Script to process raw data in FASTQ format for microbial RNA-seq (RNAtag-seq)
We have tested these scripts on Linux.
- Python 2.7.15
- os
- sys
- rnammer v1.2
- Cutadapt v2.1
- Bowtie2
- FeatureCount v1.62
usage: main.py ./configure.txt
Script to process raw data in FASTQ format for microbial RNA-seq (RNAtag-seq).
All Input Parameters can be found and changed in configure.txt:
run_on_cluster: TRUE or FALSE
- if the program is running on a ParallelCluster (Amazon Web Services) or local computer
number_of_core: 48 (numbers between 1 to 96)

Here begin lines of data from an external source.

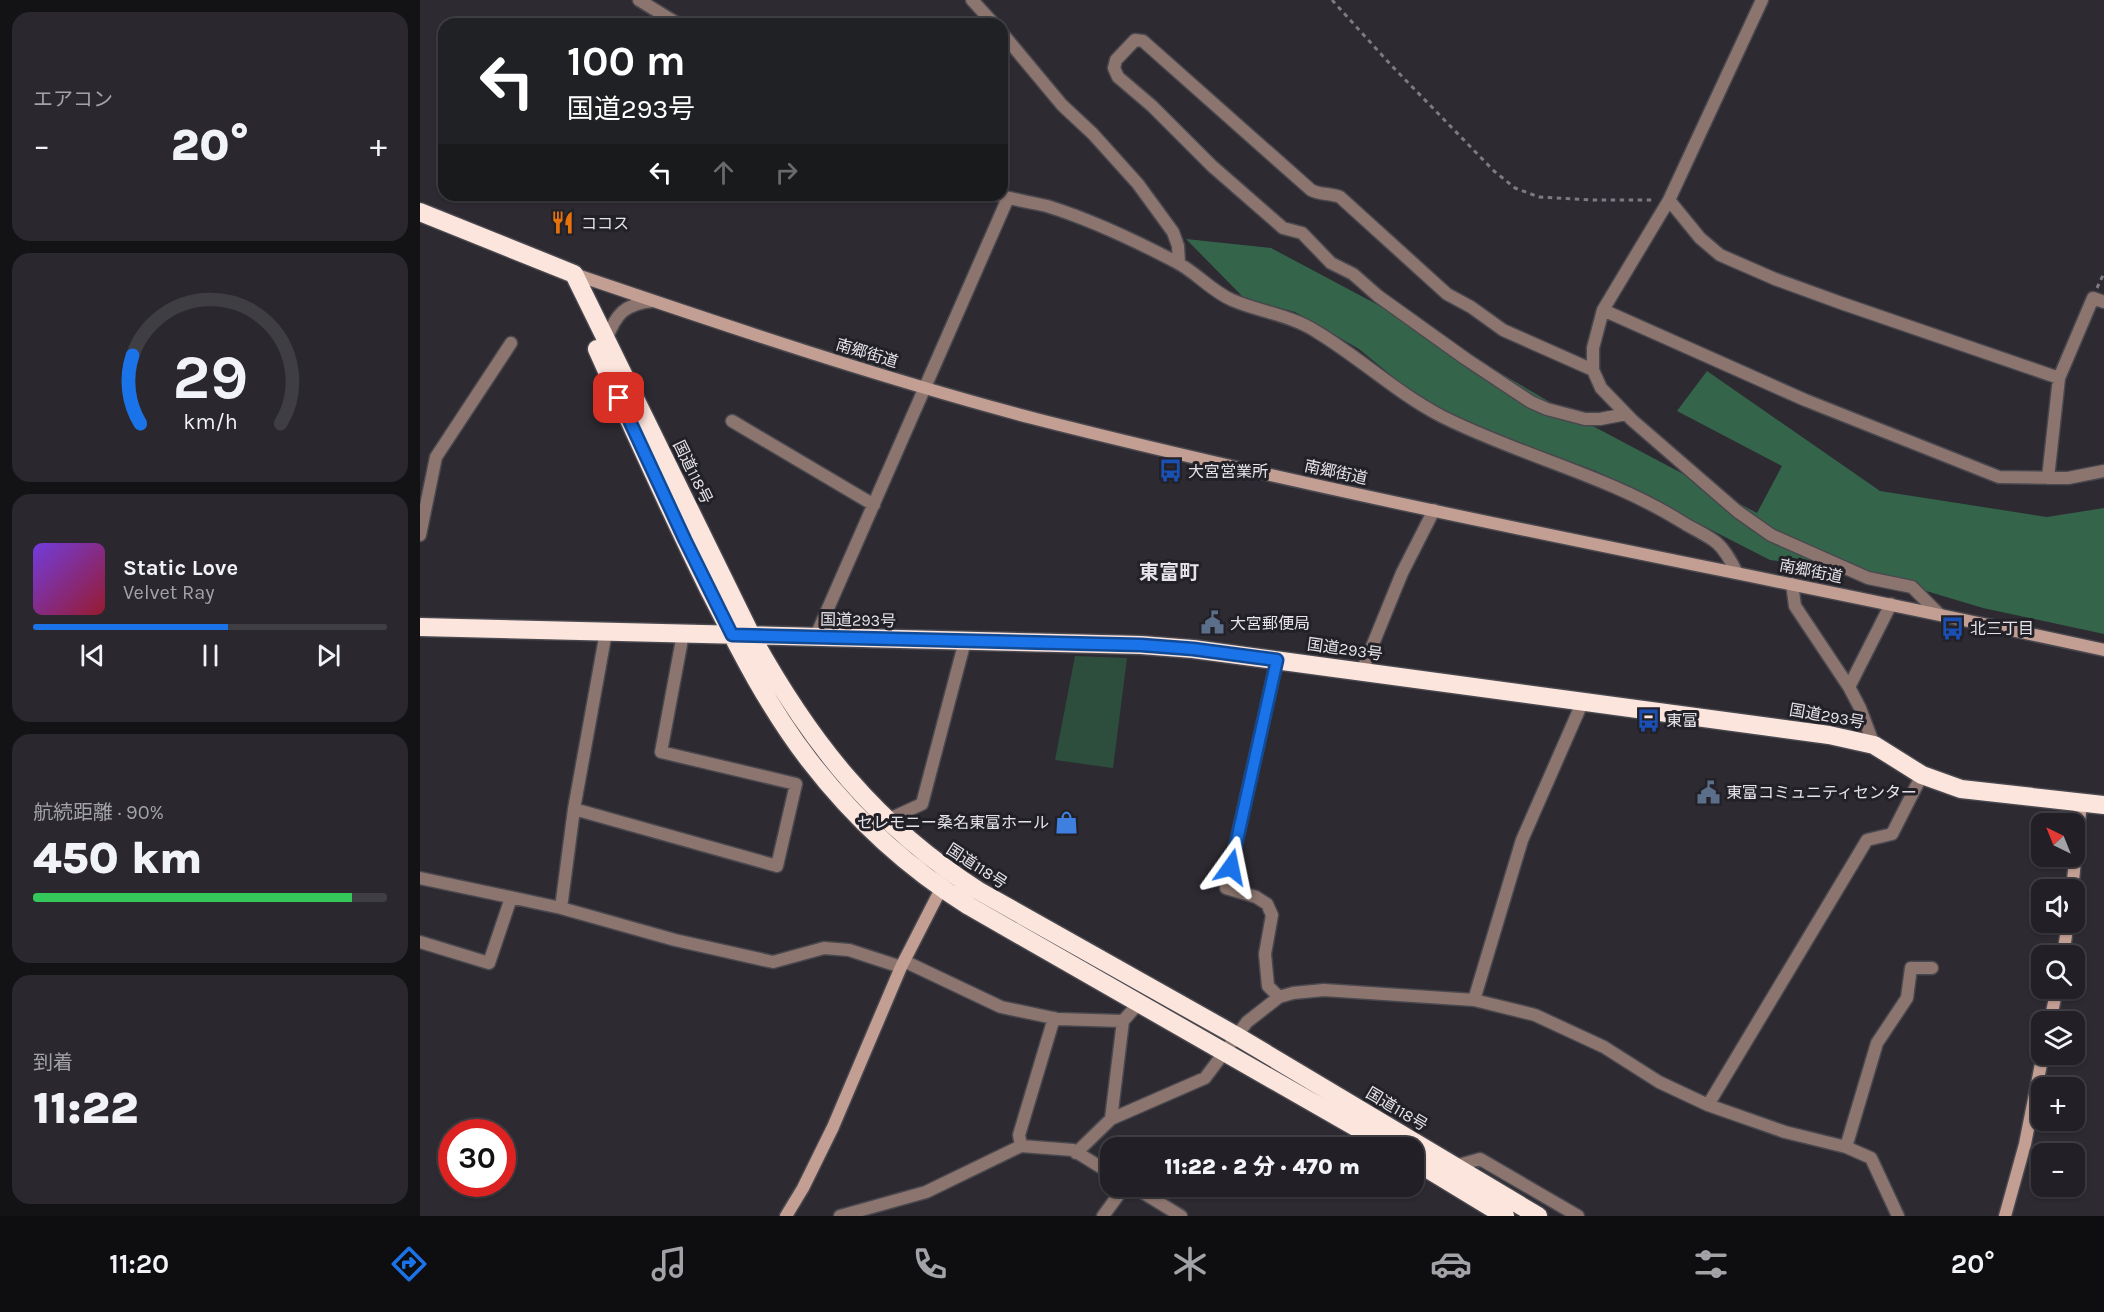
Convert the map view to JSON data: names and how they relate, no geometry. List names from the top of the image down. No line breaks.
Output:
{"streets":{"highway":["国道118号","国道293号"],"street":["南郷街道"]},"crossings":[["南郷街道","国道118号"],["国道118号","国道293号"]],"districts":["東富町"],"places":{"restaurant":["ココス"],"bus stop":["大宮営業所","北三丁目","東富"],"public building":["大宮郵便局","東富コミュニティセンター"],"shop":["セレモニー桑名東富ホール"]},"north":"top left","page":{"tile":["エアコン",["航続距離 · 90%","450 km"],["到着","11:22"]],"turn":["100 m","国道293号"],"heat":["−","20°","+"],"song":["Static Love","Velvet Ray"],"map_buttons":["+","−"],"limit":"30","trip":"11:22 · 2 分 · 470 m","tabs":["11:20","20°"],"gauge":["29","km/h"]}}
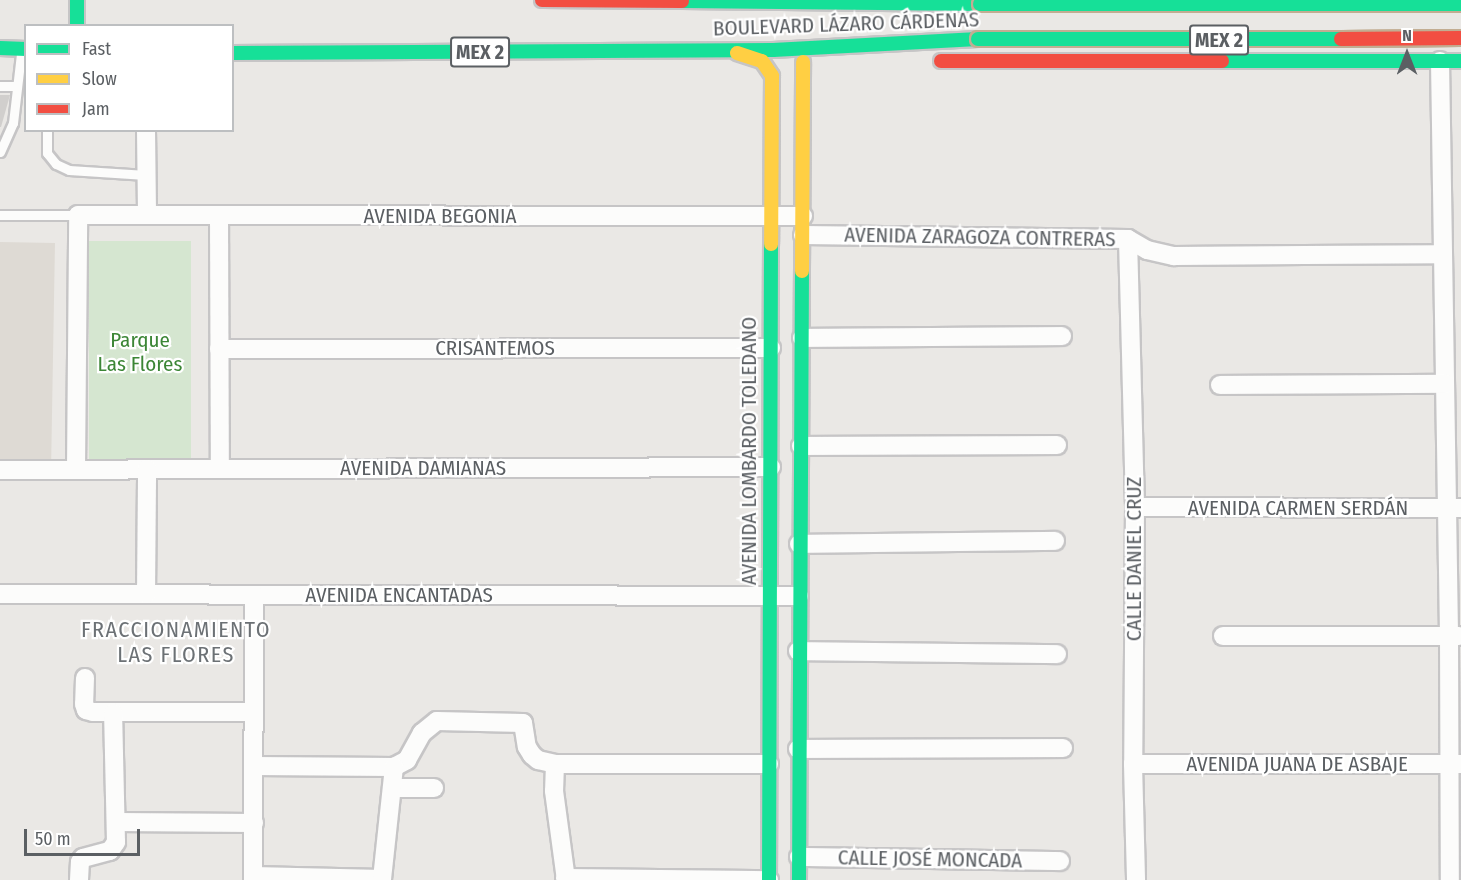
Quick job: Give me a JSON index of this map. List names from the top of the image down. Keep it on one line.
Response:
{"streets":{"main road":["BOULEVARD LÁZARO CÁRDENAS","MEX 2","AVENIDA LOMBARDO TOLEDANO"],"street":["AVENIDA BEGONIA","AVENIDA ZARAGOZA CONTRERAS","CRISANTEMOS","AVENIDA DAMIANAS","AVENIDA CARMEN SERDÁN","CALLE DANIEL CRUZ","AVENIDA ENCANTADAS","AVENIDA JUANA DE ASBAJE","CALLE JOSÉ MONCADA"]},"crossings":[["BOULEVARD LÁZARO CÁRDENAS","AVENIDA LOMBARDO TOLEDANO"],["AVENIDA BEGONIA","AVENIDA LOMBARDO TOLEDANO"],["AVENIDA ZARAGOZA CONTRERAS","CALLE DANIEL CRUZ"],["CRISANTEMOS","AVENIDA LOMBARDO TOLEDANO"],["AVENIDA LOMBARDO TOLEDANO","AVENIDA DAMIANAS"],["AVENIDA LOMBARDO TOLEDANO","AVENIDA ENCANTADAS"],["AVENIDA CARMEN SERDÁN","CALLE DANIEL CRUZ"],["CALLE DANIEL CRUZ","AVENIDA JUANA DE ASBAJE"]],"districts":["FRACCIONAMIENTO LAS FLORES"],"parks":["Parque Las Flores"],"legend":["Fast","Slow","Jam"],"scale_bar":"50 m","north":"top"}
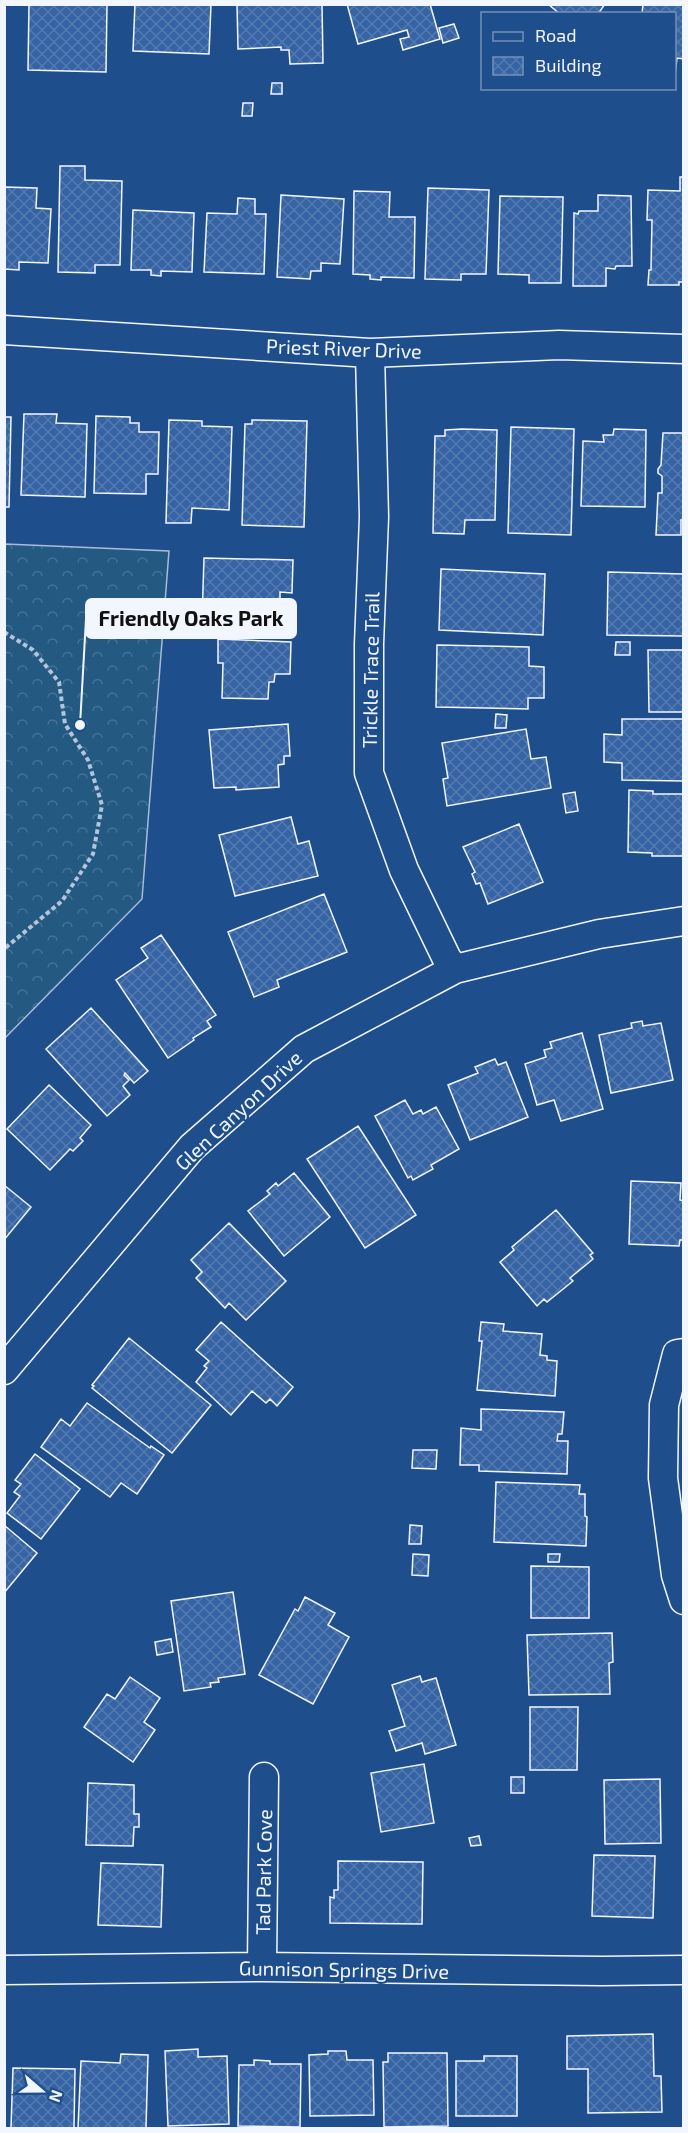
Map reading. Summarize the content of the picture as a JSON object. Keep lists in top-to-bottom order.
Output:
{
  "streets": {
    "street": [
      "Priest River Drive",
      "Trickle Trace Trail",
      "Glen Canyon Drive",
      "Tad Park Cove",
      "Gunnison Springs Drive"
    ]
  },
  "crossings": [
    ["Priest River Drive", "Trickle Trace Trail"],
    ["Trickle Trace Trail", "Glen Canyon Drive"],
    ["Tad Park Cove", "Gunnison Springs Drive"]
  ],
  "places": ["Friendly Oaks Park"],
  "legend": ["Road", "Building"],
  "north": "right"
}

- numbers of CPU cores used for processing
pipeline_bin_PATH: [path to folder]
- path to the master folder for all binaries
house_bin_PATH: ./bin
- local Python script for processing
output_script_PATH: ./script
- path to output script files
output_temp_PATH: ./temp
- path to temporary files
output_Stat_PATH: ./summary.txt
- path to output stastics file
output_PATH: ./output
- path to output folder containing results
num_of_pool: 2
- number of pooled RNAtag-seq library
label: temp
- prefix of output files
sample_info_dir: ./sampleInfo
- path to sample information files
adapter_file: ./adapter.txt
- path to adapter file
genome_dir: ./assembled_genome
- path to reference genomes
strain_list: ./strainTotal
- path to list of strains used in the processing
readsPrefix: ./rawdata
- path to raw reads in FASTQ format
reads1_p1: Pool1.R1.fastq.gz
reads2_p1: Pool1.R2.fastq.gz
- file name of reads-1&2 for Pool1
reads1_p2: Pool1.R1.fastq.gz
reads2_p2: Pool1.R2.fastq.gz
- file name of reads-1&2 for Pool2
[example of output stastics]
label strain condition bio_rep tech_rep poolID adapterID total reads reads with N phiX reads poly-G reads reads passing all filters reads passing all filters (ratio) reads mapped to rRNA rRNA mapping ratio reads mapped to 23S 23S mapping ratio reads mapped to 16S 16S mapping ratio reads mapped to 5S 5S mapping ratio reads mapped to genome ratio of reads mapped to genome + rRNA genome mapping ratio reads after PCR removal unique reads ratio reads mapped to CDS CDS mapping ratio
P3wC11_Tet_1_1 P3wC11 Tet 1 1 pool1 adap1 1793144 524 2004 10177 1779506 0.992394364 3201 0.001798814 1870 0.58419244 863 0.269603249 468 0.146204311 1742304 0.980893012 0.98085858 96314 0.055279676 1593872 0.91480706
P3wC11_Tet_2_1 P3wC11 Tet 2 1 pool1 adap2 1516919 404 1708 8895 1505522 0.992486745 2578 0.001712363 1699 0.659038014 573 0.222265322 306 0.118696664 1477327 0.982984639 0.982955453 88087 0.059625933 1357253 0.918722124
P3wC11_Tet_3_1 P3wC11 Tet 3 1 pool1 adap3 1337086 365 1301 7607 1326942 0.992413353 1688 0.001272098 958 0.567535545 510 0.302132701 220 0.130331754 1300943 0.981678928 0.981655592 80452 0.061841295 1199997 0.922405517
...
[example of reads count: ./output/5.expression]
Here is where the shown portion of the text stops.